Pour la plupart des grandes organisations internationales (ONU, OMS, Conseil de l’Europe), la violence éducative, qui regroupe l’ensemble des pratiques coercitives ou punitives utilisées pour éduquer les enfants, constitue les racines de la violence dans la société, ce que confirment de multiples recherches scientifiques. Introduire la violence, même légère (pour un enfant, dont les perceptions diffèrent radicalement de celles d’un adulte, il n’y a d’ailleurs pas de violence « légère »), même exercée dans un but éducatif, dans les échanges avec l’enfant, c'est lui apprendre :

  • à trouver normale et à reproduire la violence avec ses proches et avec les autres en général,
  • à se soumettre à des personnalités violentes et autoritaires et à adhérer à des slogans et à des idéologies, via une éducation à l’obéissance (il ne s’agit pas, bien entendu, de faire l’apologie du « laxisme », qui est une autre forme de violence par l’abandon affectif qu’il suppose),
  • à se faire violence à lui-même (toxicomanie, alcoolisme, suicides...) par la perte de l’estime de soi et de la confiance en soi.

C’est pour ces raisons que 51 pays dans le monde, et 21 des 28 États membres de l’Union européenne, ont déjà voté l’interdiction de la violence éducative, certains depuis près de 40 ans. On constate dans ces pays une baisse importante de la violence et des « comportements antisociaux » et une amélioration sensible du bien-être des citoyens.

L’avènement d’une société apaisée, plus juste et plus fraternelle, où chacun se sente reconnu et respecté pour ce qu’il est, présuppose de s’affranchir de la croyance erronée dans les vertus pédagogiques de la violence éducative. Le droit au respect et à la reconnaissance inconditionnels de toute personne humaine ne restera qu’un idéal abstrait tant que l’on refusera aux jeunes citoyens de faire d’abord l’expérience de ce droit, durant la période où leur cerveau se forme et où se forgent leurs représentations des relations sociales.

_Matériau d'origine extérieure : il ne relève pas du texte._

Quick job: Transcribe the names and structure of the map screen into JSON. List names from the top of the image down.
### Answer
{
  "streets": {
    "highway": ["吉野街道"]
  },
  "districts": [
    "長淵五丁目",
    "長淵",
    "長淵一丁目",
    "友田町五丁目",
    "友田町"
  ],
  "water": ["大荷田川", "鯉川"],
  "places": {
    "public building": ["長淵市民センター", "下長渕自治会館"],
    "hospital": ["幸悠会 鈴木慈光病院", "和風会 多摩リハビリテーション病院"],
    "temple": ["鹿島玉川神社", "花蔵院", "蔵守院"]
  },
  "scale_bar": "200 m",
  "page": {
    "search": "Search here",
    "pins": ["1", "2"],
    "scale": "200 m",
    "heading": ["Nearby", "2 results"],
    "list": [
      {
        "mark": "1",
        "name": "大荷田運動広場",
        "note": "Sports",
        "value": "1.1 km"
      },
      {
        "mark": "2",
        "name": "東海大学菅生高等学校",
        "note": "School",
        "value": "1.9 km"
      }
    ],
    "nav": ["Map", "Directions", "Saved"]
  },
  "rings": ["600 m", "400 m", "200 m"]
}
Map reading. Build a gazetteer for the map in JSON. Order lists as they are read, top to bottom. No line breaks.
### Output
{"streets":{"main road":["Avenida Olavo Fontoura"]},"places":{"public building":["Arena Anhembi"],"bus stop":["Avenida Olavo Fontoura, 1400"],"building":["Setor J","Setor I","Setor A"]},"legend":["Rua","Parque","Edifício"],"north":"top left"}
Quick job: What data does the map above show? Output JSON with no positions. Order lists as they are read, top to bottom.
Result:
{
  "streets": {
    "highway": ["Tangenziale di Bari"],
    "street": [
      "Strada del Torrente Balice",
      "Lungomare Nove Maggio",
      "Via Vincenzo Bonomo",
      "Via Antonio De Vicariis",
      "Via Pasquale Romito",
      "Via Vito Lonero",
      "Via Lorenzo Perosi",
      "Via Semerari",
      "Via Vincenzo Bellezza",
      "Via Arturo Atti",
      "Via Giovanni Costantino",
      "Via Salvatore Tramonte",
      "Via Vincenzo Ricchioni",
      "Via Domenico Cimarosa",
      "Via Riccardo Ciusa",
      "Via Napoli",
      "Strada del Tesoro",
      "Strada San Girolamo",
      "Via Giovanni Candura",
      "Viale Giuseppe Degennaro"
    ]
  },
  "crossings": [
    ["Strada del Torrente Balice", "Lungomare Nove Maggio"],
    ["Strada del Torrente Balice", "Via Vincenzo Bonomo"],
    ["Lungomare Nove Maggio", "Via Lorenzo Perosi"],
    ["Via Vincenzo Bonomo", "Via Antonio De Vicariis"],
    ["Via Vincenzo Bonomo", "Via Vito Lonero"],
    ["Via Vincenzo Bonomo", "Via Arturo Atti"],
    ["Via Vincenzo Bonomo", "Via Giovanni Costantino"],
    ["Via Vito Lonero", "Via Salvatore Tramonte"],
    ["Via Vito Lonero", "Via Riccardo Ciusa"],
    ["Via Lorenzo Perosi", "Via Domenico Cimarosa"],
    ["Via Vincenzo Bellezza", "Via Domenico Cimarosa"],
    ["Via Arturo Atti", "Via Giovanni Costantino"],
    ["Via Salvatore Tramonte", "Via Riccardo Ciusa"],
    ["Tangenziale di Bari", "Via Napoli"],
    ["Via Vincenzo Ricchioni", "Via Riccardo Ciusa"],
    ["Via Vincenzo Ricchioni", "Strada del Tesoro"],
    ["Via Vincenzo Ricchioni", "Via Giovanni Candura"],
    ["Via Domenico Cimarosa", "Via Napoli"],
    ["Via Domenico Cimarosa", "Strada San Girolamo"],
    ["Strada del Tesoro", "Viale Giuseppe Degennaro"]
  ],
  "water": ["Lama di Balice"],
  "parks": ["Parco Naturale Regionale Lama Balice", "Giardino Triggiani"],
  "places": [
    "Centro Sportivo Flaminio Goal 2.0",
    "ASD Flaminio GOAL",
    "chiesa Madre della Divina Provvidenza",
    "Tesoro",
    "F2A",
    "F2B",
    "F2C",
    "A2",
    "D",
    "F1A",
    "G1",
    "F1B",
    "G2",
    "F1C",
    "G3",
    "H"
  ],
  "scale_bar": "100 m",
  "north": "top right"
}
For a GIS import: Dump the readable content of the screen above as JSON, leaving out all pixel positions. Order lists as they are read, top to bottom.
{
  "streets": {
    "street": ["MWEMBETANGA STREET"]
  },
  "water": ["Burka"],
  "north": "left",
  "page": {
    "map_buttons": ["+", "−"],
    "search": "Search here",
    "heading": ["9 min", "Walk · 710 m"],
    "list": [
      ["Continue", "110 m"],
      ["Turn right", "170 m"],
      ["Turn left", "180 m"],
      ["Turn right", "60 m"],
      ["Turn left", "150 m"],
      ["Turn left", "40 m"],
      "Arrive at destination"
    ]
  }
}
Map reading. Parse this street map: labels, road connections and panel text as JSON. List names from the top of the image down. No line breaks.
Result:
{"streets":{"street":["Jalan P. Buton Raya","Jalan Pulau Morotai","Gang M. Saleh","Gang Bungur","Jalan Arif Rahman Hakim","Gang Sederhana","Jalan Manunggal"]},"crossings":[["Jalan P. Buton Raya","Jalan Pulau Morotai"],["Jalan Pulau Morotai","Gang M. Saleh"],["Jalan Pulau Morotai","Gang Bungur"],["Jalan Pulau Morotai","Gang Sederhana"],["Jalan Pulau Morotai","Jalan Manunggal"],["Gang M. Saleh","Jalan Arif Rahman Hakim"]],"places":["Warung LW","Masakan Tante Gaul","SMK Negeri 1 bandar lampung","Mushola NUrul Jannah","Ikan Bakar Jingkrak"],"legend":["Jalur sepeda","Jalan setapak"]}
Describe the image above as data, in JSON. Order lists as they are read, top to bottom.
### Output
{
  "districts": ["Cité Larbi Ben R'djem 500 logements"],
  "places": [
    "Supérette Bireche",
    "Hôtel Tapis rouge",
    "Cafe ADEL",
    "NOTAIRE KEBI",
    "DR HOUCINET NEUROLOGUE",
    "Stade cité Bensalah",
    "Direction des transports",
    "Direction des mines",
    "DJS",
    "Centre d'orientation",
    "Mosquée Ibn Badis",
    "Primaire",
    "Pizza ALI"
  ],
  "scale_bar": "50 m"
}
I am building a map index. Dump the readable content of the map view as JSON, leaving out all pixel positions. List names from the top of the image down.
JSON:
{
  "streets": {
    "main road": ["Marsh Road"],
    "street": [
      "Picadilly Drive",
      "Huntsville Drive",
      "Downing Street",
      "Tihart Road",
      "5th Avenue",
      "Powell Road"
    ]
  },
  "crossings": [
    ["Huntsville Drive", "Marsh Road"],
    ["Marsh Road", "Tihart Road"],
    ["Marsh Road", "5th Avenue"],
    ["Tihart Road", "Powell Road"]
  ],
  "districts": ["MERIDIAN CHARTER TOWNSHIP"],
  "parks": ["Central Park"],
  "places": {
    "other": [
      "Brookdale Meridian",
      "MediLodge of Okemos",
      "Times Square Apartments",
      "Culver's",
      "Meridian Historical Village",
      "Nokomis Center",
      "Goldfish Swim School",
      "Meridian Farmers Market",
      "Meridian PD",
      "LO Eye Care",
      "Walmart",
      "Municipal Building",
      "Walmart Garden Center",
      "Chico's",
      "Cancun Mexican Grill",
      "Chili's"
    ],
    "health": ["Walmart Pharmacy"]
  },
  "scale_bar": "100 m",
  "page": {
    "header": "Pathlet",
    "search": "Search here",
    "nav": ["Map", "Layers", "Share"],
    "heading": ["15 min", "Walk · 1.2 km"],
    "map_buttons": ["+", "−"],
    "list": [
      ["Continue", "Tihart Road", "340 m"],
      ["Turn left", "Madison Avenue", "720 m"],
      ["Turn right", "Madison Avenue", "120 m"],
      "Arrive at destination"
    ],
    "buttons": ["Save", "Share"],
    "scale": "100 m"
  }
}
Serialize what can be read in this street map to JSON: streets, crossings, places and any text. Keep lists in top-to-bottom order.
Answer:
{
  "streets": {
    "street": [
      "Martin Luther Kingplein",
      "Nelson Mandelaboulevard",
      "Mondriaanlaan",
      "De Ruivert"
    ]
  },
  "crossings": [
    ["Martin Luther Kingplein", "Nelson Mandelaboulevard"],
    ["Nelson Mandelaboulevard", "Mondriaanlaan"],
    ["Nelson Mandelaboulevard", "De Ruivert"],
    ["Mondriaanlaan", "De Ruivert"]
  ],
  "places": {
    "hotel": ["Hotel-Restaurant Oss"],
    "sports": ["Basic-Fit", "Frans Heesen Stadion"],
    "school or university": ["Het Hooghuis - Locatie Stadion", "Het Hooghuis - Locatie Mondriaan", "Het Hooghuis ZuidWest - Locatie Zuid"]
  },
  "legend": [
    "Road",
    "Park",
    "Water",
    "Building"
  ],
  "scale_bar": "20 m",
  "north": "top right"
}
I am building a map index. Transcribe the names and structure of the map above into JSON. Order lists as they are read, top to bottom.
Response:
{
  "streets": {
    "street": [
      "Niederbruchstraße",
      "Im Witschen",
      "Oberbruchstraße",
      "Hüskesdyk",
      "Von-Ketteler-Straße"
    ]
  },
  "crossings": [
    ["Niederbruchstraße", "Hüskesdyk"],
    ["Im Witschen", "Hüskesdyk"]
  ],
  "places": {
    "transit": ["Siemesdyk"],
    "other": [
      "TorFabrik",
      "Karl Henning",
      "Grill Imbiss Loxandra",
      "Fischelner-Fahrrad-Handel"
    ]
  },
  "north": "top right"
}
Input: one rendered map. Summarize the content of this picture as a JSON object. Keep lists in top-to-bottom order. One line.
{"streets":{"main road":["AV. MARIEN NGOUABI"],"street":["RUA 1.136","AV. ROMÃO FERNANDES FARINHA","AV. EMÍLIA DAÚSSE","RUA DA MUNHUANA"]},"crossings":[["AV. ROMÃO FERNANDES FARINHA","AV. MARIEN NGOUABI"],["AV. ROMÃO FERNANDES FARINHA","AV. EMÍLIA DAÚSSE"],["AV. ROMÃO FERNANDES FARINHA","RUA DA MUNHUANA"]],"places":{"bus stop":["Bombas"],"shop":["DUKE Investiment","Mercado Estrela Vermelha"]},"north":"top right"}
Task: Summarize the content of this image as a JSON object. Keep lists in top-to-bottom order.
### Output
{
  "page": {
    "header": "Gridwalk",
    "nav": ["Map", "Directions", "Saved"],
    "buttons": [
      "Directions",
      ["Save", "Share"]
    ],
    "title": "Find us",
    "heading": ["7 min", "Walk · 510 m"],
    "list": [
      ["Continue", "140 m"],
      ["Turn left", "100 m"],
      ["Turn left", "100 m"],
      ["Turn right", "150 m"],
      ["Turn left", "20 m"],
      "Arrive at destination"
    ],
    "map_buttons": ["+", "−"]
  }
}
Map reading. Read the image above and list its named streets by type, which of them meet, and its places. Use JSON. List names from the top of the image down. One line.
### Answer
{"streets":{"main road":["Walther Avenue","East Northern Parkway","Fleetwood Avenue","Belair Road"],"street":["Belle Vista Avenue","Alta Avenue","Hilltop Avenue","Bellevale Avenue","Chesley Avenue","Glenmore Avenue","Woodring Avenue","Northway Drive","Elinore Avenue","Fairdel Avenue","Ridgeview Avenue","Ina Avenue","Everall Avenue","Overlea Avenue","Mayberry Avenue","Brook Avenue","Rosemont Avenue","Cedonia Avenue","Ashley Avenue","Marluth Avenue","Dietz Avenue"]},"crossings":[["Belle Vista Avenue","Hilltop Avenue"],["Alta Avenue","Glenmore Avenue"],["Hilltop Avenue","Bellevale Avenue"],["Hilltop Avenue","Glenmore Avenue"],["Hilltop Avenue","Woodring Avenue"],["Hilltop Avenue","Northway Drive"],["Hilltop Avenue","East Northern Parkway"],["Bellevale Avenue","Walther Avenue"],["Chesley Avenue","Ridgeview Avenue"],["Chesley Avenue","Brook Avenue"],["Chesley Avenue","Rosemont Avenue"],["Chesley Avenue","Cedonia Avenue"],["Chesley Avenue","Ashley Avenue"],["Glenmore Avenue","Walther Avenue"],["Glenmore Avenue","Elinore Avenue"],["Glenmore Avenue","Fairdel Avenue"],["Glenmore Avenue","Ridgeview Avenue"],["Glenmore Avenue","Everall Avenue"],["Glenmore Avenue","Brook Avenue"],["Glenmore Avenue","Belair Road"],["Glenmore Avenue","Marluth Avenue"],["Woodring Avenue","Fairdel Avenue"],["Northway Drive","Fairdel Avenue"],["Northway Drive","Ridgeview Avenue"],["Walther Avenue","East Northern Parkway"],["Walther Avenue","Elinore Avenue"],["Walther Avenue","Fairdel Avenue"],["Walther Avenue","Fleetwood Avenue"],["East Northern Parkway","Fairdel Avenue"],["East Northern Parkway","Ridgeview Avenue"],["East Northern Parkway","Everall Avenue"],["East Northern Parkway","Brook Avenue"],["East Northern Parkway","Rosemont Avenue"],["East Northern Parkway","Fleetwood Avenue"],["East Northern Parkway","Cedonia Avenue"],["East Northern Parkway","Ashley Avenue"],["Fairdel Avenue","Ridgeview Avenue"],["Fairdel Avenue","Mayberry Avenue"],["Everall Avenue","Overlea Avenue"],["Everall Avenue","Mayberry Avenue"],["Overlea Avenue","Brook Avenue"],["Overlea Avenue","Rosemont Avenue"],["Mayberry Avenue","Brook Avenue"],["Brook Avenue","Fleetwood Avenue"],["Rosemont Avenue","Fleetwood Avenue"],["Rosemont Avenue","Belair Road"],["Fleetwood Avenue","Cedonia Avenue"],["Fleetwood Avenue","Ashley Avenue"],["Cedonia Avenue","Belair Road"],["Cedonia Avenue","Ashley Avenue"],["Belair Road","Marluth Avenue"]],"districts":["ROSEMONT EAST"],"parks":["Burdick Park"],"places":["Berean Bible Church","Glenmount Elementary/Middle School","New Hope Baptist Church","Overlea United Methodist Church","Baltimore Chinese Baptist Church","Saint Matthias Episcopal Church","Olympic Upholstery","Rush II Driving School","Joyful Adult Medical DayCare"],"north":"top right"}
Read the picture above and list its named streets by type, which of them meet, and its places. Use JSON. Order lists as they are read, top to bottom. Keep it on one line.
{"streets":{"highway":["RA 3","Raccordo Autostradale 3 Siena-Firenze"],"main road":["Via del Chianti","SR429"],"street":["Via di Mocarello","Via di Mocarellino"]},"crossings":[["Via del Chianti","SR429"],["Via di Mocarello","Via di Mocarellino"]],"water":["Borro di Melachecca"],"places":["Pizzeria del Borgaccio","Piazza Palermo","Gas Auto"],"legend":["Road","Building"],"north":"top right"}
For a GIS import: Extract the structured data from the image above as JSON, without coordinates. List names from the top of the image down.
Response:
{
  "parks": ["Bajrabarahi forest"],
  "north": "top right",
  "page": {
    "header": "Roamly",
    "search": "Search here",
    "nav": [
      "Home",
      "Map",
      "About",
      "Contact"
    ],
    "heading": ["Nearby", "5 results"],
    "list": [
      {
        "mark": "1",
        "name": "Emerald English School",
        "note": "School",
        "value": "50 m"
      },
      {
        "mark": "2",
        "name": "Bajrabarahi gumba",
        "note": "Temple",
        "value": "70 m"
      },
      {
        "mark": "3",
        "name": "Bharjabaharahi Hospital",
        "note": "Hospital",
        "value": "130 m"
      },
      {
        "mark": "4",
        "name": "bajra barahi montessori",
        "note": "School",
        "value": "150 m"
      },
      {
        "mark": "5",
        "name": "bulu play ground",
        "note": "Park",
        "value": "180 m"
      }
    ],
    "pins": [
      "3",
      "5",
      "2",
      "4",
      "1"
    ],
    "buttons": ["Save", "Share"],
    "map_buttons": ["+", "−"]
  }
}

L’article 222 de la loi Égalité et Citoyenneté amorce une avancée anthropologique majeure. En posant le principe du refus de toute justification de la violence et en rejetant explicitement l’idée d’une violence légitime, il met un terme à la transmission, de génération en génération, de représentations des relations sociales fondées sur les rapports de pouvoir et sur la soumission docile à l’autorité. Il adresse aux nouvelles générations un message décisif en proclamant que la violence n’est pas une modalité acceptable des relations humaines.

L’article 222 consacre l’égale dignité des personnes les plus vulnérables de notre société en rappelant que toute personne a le même droit au respect de son intégrité physique et psychologique et le droit à un respect inconditionnel, indépendamment de sa faiblesse, de sa lenteur, de sa candeur ou de son inaptitude originelle à la vie en société. Il affirme l’inviolabilité de la personne humaine, quels que soient son âge, son degré de dépendance et son inadaptation aux normes. Oublier que l’enfant est d’abord une personne ouvre la voie à toutes les dérives et blesse profondément l’humanité tout entière.

En saluant l’avancée sociale majeure qu’elle représente, la société civile peut créer un environnement favorable à cette loi, qui opère un changement fondamental dans le rapport de la société française à l’enfant et pourrait permettre l’avènement d’une société plus juste, plus pacifique et plus humaine.